Hawai‘i has long had an image of a melting pot, based in large part on the unique local culture that emerged in the Islands from the mixing of different ethnicities that were united in opposition to white elites and the military. However, the distinctiveness between locals and the white elite and military was complicated by the outbreak of World War II, as the attack on Pearl Harbor and the exigencies of war resulted in the implementation of martial law and the arrival of an unprecedented number of servicemen. Although many who arrived expected Hawai‘i to be the “paradise” that had been marketed to Americans for decades, a large number soon became disaffected with life in wartime Hawai‘i and became embroiled in skirmishes and fights with locals, culminating in the Damon Tract riot.
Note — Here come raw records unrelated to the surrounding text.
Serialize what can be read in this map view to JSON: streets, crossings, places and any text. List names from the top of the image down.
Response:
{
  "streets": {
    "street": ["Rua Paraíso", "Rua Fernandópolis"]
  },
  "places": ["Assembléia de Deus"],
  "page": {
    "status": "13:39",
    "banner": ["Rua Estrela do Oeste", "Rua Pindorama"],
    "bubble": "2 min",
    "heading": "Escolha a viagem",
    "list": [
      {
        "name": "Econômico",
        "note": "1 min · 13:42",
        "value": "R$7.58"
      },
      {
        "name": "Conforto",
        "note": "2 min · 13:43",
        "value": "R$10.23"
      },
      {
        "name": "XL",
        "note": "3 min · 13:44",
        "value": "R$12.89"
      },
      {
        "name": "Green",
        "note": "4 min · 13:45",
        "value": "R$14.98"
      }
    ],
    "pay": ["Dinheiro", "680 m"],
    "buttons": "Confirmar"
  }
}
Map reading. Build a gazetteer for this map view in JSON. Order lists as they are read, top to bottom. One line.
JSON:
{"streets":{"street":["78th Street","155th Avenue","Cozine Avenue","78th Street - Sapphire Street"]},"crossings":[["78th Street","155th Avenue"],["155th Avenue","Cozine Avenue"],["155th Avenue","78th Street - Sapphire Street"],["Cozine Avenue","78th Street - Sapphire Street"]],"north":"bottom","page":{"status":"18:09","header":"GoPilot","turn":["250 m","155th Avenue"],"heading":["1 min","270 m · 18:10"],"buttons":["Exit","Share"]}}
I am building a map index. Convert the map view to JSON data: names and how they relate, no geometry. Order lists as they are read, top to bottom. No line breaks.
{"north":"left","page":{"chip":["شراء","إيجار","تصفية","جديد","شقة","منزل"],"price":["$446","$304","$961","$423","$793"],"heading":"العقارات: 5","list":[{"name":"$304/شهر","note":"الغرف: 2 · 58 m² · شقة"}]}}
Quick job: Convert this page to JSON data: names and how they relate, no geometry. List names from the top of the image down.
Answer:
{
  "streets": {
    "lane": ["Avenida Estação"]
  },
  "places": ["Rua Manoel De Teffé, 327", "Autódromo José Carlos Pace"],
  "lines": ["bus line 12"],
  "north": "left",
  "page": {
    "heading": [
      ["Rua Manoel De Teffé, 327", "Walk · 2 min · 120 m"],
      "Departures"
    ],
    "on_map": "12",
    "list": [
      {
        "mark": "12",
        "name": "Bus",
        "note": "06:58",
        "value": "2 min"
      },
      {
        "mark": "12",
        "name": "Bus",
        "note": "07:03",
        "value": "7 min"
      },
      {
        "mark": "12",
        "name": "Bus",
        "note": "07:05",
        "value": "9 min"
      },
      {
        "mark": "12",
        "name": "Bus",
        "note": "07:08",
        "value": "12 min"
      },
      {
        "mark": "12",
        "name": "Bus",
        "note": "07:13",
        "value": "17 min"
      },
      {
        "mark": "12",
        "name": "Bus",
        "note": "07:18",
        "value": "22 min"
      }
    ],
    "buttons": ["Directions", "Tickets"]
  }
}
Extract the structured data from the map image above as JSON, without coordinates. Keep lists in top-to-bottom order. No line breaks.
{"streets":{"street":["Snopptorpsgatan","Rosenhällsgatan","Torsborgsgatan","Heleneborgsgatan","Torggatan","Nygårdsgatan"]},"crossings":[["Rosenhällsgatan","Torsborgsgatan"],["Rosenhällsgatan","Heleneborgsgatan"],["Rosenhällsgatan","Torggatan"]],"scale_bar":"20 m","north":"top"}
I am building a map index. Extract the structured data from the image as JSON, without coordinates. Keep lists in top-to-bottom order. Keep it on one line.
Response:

The riot, which occurred only a few months after the conclusion of World War II, not only reflected tensions that had accumulated during the war itself, but had its origins in longstanding hostilities between the local and military population—tensions that were no longer suppressed under martial law. The diverse ethnicities of participants and the continuous fights and near riots that occurred in the days, months, and years after reveal the embeddedness of the local and military culture in the landscape of Hawai‘i.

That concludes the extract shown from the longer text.